Fraser started making up his bed on the top bunk to cover the moment. The blankets were grey and rather coarse and the sheets looked like linen, although it was more likely to be rough cotton, he reflected. He hadn’t made up an old-fashioned bed since he’d left home, and now it was especially awkward because he had to reach up and over to do it. He’d just about finished when a fist pounded on the door and a mocking voice intoned, ‘Dinner is served, gentlemen.’
The two Romanians obviously knew what this meant. They stubbed their cigarettes, got up and stuffed their baccy pouches into their jeans. Fraser wasn’t hungry, but decided he might as well go with them.

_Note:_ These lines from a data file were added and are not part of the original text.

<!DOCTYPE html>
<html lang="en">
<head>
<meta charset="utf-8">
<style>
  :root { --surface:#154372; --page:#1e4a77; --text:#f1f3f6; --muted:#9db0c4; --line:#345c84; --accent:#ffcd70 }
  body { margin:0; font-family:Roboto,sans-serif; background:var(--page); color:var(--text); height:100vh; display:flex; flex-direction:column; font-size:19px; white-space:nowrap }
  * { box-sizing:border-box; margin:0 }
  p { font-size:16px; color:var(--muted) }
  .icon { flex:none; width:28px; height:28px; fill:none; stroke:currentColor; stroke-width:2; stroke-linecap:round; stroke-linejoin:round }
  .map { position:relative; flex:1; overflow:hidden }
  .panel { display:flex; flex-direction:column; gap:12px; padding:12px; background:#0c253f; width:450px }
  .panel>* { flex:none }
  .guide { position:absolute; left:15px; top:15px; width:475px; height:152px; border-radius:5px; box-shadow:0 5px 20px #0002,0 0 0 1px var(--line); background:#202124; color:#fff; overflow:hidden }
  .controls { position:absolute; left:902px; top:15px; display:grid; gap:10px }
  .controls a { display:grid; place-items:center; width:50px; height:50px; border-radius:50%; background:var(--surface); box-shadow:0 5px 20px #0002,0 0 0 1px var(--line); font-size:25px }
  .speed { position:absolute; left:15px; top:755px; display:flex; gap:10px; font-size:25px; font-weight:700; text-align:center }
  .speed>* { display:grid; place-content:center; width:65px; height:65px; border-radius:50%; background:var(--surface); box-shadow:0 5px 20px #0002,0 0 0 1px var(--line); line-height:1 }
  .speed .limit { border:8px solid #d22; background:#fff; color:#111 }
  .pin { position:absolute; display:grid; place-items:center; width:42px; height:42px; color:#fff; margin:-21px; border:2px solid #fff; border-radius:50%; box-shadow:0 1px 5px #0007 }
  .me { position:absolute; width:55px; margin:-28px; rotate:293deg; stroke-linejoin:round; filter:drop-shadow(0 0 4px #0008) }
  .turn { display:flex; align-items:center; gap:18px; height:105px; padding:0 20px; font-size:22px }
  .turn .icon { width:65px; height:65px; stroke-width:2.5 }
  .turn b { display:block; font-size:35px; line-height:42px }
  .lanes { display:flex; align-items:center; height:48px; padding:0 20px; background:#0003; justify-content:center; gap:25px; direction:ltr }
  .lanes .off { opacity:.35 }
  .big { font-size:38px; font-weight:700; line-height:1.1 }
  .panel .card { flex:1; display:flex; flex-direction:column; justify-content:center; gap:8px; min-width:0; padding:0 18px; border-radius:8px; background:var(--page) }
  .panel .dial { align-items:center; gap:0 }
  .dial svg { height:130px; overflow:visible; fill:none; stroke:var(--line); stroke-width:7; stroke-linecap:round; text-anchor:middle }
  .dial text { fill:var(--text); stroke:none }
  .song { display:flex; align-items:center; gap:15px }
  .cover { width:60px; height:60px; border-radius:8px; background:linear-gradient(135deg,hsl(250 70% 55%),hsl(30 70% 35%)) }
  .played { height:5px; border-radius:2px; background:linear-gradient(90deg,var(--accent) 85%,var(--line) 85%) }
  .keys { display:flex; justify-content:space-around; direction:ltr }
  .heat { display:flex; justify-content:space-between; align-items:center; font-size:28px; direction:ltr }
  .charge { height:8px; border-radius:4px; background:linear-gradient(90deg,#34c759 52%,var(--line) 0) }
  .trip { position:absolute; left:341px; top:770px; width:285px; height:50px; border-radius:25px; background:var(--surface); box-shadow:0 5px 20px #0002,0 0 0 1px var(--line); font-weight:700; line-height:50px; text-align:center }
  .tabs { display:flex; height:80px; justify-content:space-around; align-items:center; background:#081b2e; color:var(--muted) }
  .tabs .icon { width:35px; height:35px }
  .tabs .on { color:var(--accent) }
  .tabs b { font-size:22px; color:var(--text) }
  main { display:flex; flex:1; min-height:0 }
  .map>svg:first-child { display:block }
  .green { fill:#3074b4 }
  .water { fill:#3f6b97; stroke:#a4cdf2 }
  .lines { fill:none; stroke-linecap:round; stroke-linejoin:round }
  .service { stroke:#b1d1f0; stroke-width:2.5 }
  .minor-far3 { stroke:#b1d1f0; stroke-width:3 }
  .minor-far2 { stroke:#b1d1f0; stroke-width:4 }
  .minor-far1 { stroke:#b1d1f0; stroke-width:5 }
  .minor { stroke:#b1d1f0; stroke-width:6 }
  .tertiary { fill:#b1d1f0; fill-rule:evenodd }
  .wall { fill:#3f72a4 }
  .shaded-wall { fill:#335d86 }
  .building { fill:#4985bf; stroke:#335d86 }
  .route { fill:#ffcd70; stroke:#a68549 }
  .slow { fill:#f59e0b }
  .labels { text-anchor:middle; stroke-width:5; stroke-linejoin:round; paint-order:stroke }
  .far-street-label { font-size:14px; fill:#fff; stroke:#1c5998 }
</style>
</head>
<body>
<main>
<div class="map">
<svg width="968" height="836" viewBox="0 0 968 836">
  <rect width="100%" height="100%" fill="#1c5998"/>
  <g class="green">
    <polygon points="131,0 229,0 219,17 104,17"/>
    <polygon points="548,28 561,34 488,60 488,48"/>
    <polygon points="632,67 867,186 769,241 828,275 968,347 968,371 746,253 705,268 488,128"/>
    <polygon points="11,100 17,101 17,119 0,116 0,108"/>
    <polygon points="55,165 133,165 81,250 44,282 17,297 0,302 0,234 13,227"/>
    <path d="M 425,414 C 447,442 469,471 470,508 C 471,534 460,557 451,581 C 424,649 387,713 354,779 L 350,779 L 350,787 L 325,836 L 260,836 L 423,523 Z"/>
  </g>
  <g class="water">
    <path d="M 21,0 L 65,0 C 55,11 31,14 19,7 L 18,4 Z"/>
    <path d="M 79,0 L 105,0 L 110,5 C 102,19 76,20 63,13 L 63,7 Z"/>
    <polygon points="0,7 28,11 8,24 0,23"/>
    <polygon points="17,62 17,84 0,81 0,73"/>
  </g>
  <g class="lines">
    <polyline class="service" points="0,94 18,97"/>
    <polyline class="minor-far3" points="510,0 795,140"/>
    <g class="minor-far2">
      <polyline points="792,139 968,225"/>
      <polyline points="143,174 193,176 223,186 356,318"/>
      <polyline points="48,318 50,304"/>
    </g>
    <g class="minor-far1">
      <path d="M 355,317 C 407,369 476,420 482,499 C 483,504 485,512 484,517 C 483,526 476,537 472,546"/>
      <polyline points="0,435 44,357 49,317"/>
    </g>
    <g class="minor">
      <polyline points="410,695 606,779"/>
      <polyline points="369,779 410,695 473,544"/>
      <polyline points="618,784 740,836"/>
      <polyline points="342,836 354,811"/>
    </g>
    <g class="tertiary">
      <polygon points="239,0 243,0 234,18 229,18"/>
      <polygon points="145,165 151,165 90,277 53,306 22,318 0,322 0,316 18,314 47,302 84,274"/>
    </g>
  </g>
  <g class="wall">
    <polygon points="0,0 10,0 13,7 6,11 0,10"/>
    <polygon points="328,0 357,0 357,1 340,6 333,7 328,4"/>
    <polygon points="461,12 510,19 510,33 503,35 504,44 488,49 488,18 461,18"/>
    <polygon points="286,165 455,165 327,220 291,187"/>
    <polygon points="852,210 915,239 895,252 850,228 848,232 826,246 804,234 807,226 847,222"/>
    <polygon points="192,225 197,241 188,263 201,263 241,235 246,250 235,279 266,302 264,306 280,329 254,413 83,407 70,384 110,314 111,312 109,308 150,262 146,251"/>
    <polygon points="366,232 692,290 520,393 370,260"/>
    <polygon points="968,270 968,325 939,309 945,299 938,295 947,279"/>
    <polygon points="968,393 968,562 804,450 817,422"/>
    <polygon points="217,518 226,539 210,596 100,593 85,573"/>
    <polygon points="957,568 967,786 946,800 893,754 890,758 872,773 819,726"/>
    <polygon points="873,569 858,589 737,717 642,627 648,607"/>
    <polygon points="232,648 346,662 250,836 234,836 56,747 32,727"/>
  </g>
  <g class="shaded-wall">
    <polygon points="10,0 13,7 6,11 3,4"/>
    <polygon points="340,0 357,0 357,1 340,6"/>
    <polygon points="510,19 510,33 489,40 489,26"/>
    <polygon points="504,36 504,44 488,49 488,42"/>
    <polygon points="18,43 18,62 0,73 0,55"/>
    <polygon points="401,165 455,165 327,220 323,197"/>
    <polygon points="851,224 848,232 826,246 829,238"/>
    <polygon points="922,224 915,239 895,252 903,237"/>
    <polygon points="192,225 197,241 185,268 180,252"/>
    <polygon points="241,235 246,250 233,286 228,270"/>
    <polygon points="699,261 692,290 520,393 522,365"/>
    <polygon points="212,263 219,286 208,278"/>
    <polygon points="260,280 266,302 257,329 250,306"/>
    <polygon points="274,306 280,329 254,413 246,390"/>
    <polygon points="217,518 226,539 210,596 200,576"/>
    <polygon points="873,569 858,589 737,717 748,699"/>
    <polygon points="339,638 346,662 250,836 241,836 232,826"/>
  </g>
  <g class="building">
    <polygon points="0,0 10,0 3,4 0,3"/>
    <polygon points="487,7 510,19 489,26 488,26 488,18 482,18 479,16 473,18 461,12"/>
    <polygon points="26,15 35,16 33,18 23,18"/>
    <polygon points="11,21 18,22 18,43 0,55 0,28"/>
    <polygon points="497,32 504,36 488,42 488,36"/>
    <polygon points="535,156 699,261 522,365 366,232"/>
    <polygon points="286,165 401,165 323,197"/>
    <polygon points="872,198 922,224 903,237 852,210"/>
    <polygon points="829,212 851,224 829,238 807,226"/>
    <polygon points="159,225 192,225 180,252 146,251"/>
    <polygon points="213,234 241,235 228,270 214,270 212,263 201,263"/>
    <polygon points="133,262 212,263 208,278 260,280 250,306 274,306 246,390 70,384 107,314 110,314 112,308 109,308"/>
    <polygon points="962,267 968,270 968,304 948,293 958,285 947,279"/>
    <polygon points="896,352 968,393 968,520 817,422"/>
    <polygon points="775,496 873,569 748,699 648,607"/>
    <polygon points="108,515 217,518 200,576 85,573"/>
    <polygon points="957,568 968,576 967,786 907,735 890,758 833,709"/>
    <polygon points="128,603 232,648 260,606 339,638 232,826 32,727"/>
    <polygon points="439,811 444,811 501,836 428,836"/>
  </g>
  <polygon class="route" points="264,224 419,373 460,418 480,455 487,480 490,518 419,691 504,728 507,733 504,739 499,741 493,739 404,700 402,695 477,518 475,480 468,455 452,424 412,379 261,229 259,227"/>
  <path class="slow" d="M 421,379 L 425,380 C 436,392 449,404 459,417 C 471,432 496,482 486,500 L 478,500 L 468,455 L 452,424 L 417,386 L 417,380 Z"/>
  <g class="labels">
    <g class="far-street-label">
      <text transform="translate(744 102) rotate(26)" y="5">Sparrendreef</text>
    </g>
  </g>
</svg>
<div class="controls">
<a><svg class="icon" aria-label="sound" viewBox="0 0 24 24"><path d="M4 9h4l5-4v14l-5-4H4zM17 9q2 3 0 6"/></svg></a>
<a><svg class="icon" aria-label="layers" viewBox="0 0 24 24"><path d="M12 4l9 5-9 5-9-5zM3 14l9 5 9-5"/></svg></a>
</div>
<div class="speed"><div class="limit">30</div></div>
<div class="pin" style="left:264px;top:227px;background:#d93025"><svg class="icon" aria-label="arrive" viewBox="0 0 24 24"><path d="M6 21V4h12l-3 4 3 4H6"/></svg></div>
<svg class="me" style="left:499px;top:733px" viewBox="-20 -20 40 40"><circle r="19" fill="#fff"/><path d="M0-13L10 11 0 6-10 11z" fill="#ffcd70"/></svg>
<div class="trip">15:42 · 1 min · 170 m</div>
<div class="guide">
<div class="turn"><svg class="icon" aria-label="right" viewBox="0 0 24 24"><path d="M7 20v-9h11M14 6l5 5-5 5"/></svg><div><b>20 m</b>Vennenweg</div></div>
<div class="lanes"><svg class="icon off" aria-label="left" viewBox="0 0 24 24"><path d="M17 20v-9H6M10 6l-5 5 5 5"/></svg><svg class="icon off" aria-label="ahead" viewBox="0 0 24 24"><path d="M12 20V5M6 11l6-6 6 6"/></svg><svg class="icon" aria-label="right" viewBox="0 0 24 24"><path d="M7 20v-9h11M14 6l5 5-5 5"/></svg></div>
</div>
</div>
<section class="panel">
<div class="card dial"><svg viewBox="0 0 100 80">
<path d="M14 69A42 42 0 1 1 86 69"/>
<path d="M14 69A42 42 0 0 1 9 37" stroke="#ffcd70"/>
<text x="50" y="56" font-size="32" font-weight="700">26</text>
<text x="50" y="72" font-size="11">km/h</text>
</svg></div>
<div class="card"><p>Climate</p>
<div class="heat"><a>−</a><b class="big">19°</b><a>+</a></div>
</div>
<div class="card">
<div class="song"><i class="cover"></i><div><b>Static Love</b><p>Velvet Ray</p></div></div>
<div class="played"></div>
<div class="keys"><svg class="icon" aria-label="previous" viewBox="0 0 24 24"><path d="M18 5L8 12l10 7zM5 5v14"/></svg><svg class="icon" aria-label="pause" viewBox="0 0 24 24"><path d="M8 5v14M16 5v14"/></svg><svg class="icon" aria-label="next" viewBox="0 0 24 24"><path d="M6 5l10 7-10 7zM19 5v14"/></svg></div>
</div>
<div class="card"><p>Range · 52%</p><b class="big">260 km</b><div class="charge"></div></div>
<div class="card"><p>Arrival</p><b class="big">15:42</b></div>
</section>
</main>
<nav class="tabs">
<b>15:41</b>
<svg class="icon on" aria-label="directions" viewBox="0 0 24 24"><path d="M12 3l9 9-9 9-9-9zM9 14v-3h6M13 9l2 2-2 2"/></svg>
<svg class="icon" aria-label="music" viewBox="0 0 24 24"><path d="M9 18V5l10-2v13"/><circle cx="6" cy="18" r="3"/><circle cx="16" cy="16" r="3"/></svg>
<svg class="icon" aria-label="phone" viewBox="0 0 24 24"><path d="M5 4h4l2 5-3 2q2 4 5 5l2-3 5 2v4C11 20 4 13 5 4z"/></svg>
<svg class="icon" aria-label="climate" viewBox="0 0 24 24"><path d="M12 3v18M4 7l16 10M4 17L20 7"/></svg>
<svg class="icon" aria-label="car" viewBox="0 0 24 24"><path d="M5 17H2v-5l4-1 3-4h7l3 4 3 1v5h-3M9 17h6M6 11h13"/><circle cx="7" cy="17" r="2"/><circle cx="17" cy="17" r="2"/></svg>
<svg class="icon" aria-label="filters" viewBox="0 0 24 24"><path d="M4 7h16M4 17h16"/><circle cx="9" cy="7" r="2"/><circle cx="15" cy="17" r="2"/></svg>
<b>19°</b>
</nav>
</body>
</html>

In the corridor, it seemed as though the whole wing was on the move as prisoners streamed out of their cells, some in jeans, some in prison garb. Fraser went with the crowd, keeping close to Ilie and Petru. At the moment, they were the nearest thing he had to friends… discounting Jones, that is, he thought wryly.
They turned into a large dining area and joined a queue. Fraser looked round. He’d subconsciously expected long, school-type benches, but instead there were ranks of tables and chairs for four. Ahead was an army-style canteen where men in chefs’ hats served food across a stainless steel counter.
The queue shuffled slowly forward. Ilie and Petru picked up trays and plastic cutlery. On offer were fried fish, stew with dumplings, vegetable curry and rice, chips, baked potatoes and cabbage. The Romanians had stew and chips. Fraser took stew, potatoes and cabbage.